Here's a question for you. What keeps the internal shaft from moving up inside the tube?

I got one that the tree service guy wrung the shaft off right where it goes in the clutch drum.

So, I bought a new shaft . There is a tapered piece that presses together at a fixed point on the shaft at the end of the small tube that the handle clamps in.

But, the shaft will just slide up inside the tube once extended. I don't see what is designed to stop it. I put it together per the exploded view.

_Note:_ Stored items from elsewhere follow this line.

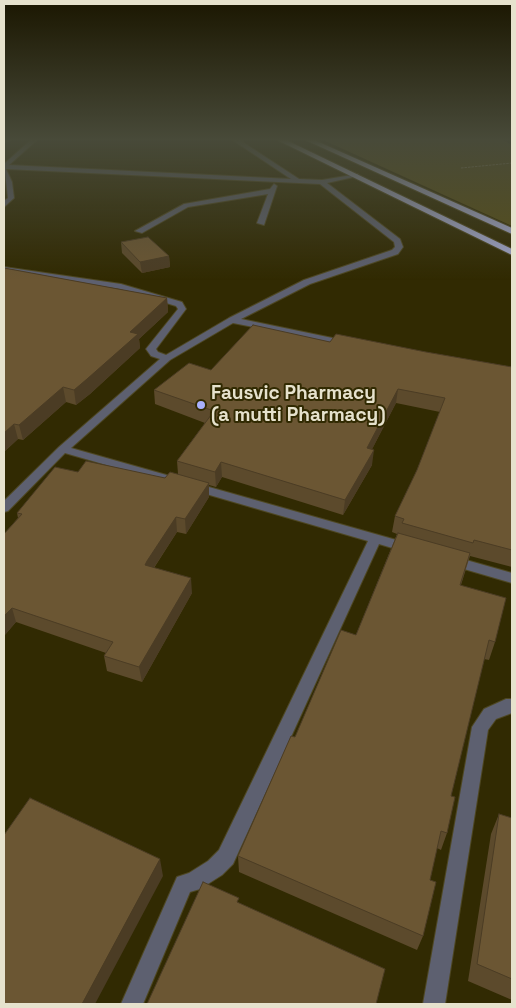 <!DOCTYPE html>
<style>
body{margin:0}
#map{position:relative;width:516px;height:1008px;overflow:hidden;background:#312a02;font-family:"Space Grotesk",sans-serif}
canvas{display:block}
.frame{position:absolute;inset:0;border:5px solid #e6e2cd;pointer-events:none}
</style>
<div id="map">
<canvas width="516" height="1008"></canvas>
<div class="frame"></div>
</div>
<script>
const c = document.querySelector('canvas').getContext('2d');
c.lineJoin = 'round';
function fill(path, color) { c.fillStyle = color; c.fill(path, 'evenodd'); }
const poly = rows => new Path2D(rows.map(r => 'M' + r).join(''));
function trace(path, color, width, dash) { c.strokeStyle = color; c.lineWidth = width; c.lineCap = dash ? 'butt' : 'round'; c.setLineDash(dash || []); c.stroke(path); }
function label(font, color, halo, rows, align = 'center') {
  c.font = font + ' "Space Grotesk",sans-serif'; c.lineWidth = 4; c.setLineDash([]); c.textBaseline = 'middle'; c.strokeStyle = halo; c.fillStyle = color; for (const [text, x, y, turn = 0] of rows) {
    c.save(); c.translate(x, y); c.rotate((+turn || 0) * Math.PI / 180); c.textAlign = isNaN(turn) ? turn : align; if (halo) c.strokeText(text, 0, 0); c.fillText(text, 0, 0); c.restore();
  }
}
fill(poly([
 [321,139,501,139,512,145,512,226]
]), '#584f16');
const minor = poly([
 [32,139,38,139,9,165,291,179,231,139,238,139,299,179,322,180,358,174,358,176,327,183,400,239,403,247,398,254,310,284,241,319,347,341,350,342,350,346,233,323,170,360,71,448,414,545,416,548,414,551,409,553,379,544,233,864,222,875,200,889,190,892,143,1004,121,1004,177,877,189,873,208,861,219,850,368,541,65,453,8,511,4,512,4,501,59,447,160,359,151,356,146,349,178,309,176,306,120,289,4,271,4,267,121,284,182,302,186,309,156,349,158,352,166,355,229,318,304,280,392,250,395,247,394,242,320,184,6,169,12,182,14,198,4,207,4,201,8,198,4,164,32,139],
 [274,184,277,186,264,225,257,223,268,194,188,207,142,233,135,231,184,204,270,189,274,184],
 [452,556,512,573,512,583,447,564,445,561,447,558,452,556],
 [506,699,512,699,512,713,496,719,488,730,445,1004,423,1004,472,727,484,709,506,699]
]);
const highway = poly([
 [275,139,284,139,512,249,512,255,275,139],
 [303,139,312,139,512,228,512,234,303,139]
]);
trace(minor, '#4e4722', 2);
trace(highway, '#4e4722', 2);
trace(poly([
 [461,168,512,163]
]), '#8e886a', 1, [2.5, 1]);
fill(minor, '#5d6070');
fill(highway, '#a4a9d0');
fill(poly([
 [121,242,169,256,170,267,142,273,122,253],
 [4,268,167,298,168,312,139,339,140,348,90,394,76,405,66,402,23,440,18,439,4,452],
 [330,342,426,352,512,367,512,567,470,556,461,585,495,642,489,660,484,659,451,796,447,833,441,850,437,848,430,880,423,936,417,950,239,872,238,856,295,737,356,635,397,534,392,532,395,516,417,470,440,412,396,403,372,449,372,465,343,515,222,477,216,487,209,485,209,497,186,534,177,532,154,568,192,593,142,682,107,671,104,656,106,653,16,622,4,636,4,534,18,518,17,513,78,472,165,478,178,474,177,461,205,423,155,404,154,390,211,370],
 [499,814,512,818,512,1000,468,981,491,834]
]), '#5c4a2c');
fill(poly([
 [4,139,13,139,4,144],
 [169,256,170,267,142,273,140,262],
 [167,298,168,312,139,339,140,348,90,394,76,405,74,390,130,332],
 [63,387,66,402,23,440,19,425],
 [398,389,396,403,365,463,367,448],
 [14,424,18,439,4,452,4,433],
 [374,450,372,465,343,515,345,500],
 [221,462,222,477,216,487,215,472],
 [209,483,209,497,186,534,185,519],
 [176,517,177,532,149,575,145,565,147,561],
 [191,578,192,593,142,682,139,667],
 [12,608,16,622,4,636,4,616],
 [160,859,163,876,95,1004,82,1004]
]), '#4b3c24');
const building = poly([
 [148,237,169,256,140,262,121,242,148,237],
 [4,268,167,298,130,332,138,334,87,379,74,390,63,387,19,425,14,424,4,433,4,268],
 [253,325,330,342,336,334,426,352,512,367,512,550,474,540,473,543,402,523,404,519,395,516,417,470,445,398,398,389,367,448,374,450,345,500,221,462,215,472,177,461,214,411,154,390,189,363,211,370,253,325],
 [86,461,165,478,170,472,209,483,185,519,176,517,147,561,145,565,191,578,139,667,104,656,113,642,12,608,4,616,4,534,22,514,17,513,55,467,78,472,86,461],
 [398,533,470,553,460,585,506,598,495,642,489,640,451,796,455,797,447,833,441,831,430,880,436,882,423,936,238,856,291,736,295,737,341,630,356,635,398,533],
 [30,798,160,859,82,1004,4,1004,4,835,30,798],
 [499,814,512,818,512,979,477,964,499,814],
 [203,882,239,898,237,902,385,969,376,1004,147,1004,203,882]
]);
fill(building, '#6b5633');
trace(building, '#4b3c24', 1);
const sky = c.createLinearGradient(0, 0, 0, 280);
sky.addColorStop(0, '#1b1701');
sky.addColorStop(0.5, '#484a39');
sky.addColorStop(1, '#484a3900');
c.fillStyle = sky;
c.fillRect(0, 0, 516, 280);
for (const [x, y, r, color] of [
 [201,405,5,"#a9b0fc"]
]) { const dot = new Path2D(); dot.arc(x, y, r, 0, 2 * Math.PI); c.fillStyle = color; c.fill(dot); trace(dot, '#312a02', 2); }
label('bold 19px', '#e6e2cd', '#312a02', [
 ["Fausvic Pharmacy",211,394],
 ["(a mutti Pharmacy)",211,416]
], 'left');
</script>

They must have left something out of the diagram. Or, I'm just stupid which is entirely possible.


----------



## lone wolf

ZeroJunk said:


> Here's a question for you. What keeps the internal shaft from moving up inside the tube?
> 
> I got one that the tree service guy wrung the shaft off right where it goes in the clutch drum.
> 
> So, I bought a new shaft . There is a tapered piece that presses together at a fixed point on the shaft at the end of the small tube that the handle clamps in.
> 
> But, the shaft will just slide up inside the tube once extended. I don't see what is designed to stop it. I put it together per the exploded view.
> 
> They must have left something out of the diagram. Or, I'm just stupid which is entirely possible.


Well does it work right or pull out? Is that what you mean what stops it from pulling all the way out?


----------



## ZeroJunk

lone wolf said:


> Well does it work right or pull out? Is that what you mean what stops it from pulling all the way out?




Yeah, when you extend it out the shaft just slips out of the clutch drum. Nothing to stop it. So, I'm either missing a part or have something wrong.

I suspect the only IPL you will find on line is for a 103, which I think is the same.

There is a plastic piece in the end of the small tube that the control handle mounts on. And there is a two piece fitting that presses together and locks on the shaft,

The way it is now, it only keeps the shaft from moving toward the clutch. Well, the clutch is going to stop that anyway.

But, That is the way the drawing shows it. I'm just missing something.


----------



## Ax-man

Thanks Wolf , I posted this earlier but neglected to hit the reply button , Drrr on my part .

I can't help with the shaft problem because I have never been inside one of those tubes on any HT pruner. There is a you tube vid by one guy who knows what he is doing who works on many of those HT pruners. Maybe you can catch something your missing . Worth a try .


----------



## ZeroJunk

Nothing on that particular unit and it is different from an HT131.

Looks to me like 28 and 29 that are the two pieces that press together and lock on the shaft have to be on the motor end of 13 which is the plastic internal sleeve.

But, damn if it looks like it is made that way because the sleeve part that it would ride in faces in the wrong direction of the tab that holds it in place.

I'm sure that makes no sense if you aren't looking at it, just be aware if you ever break a shaft to pay close attention.


----------



## Erwin

ZeroJunk said:


> "when you extend it out the shaft just slips out of the clutch drum. Nothing to stop it"


So, did you figure out how it works?
My HT-133 just stopped cutting and after tearing everything apart, I determined that everything is as perfect as out of the factory. It's just nothing to stop the flexible shaft that goes into the clutch from coming out when you pull the extention tubing. Appreciate ur insights. Erwin


----------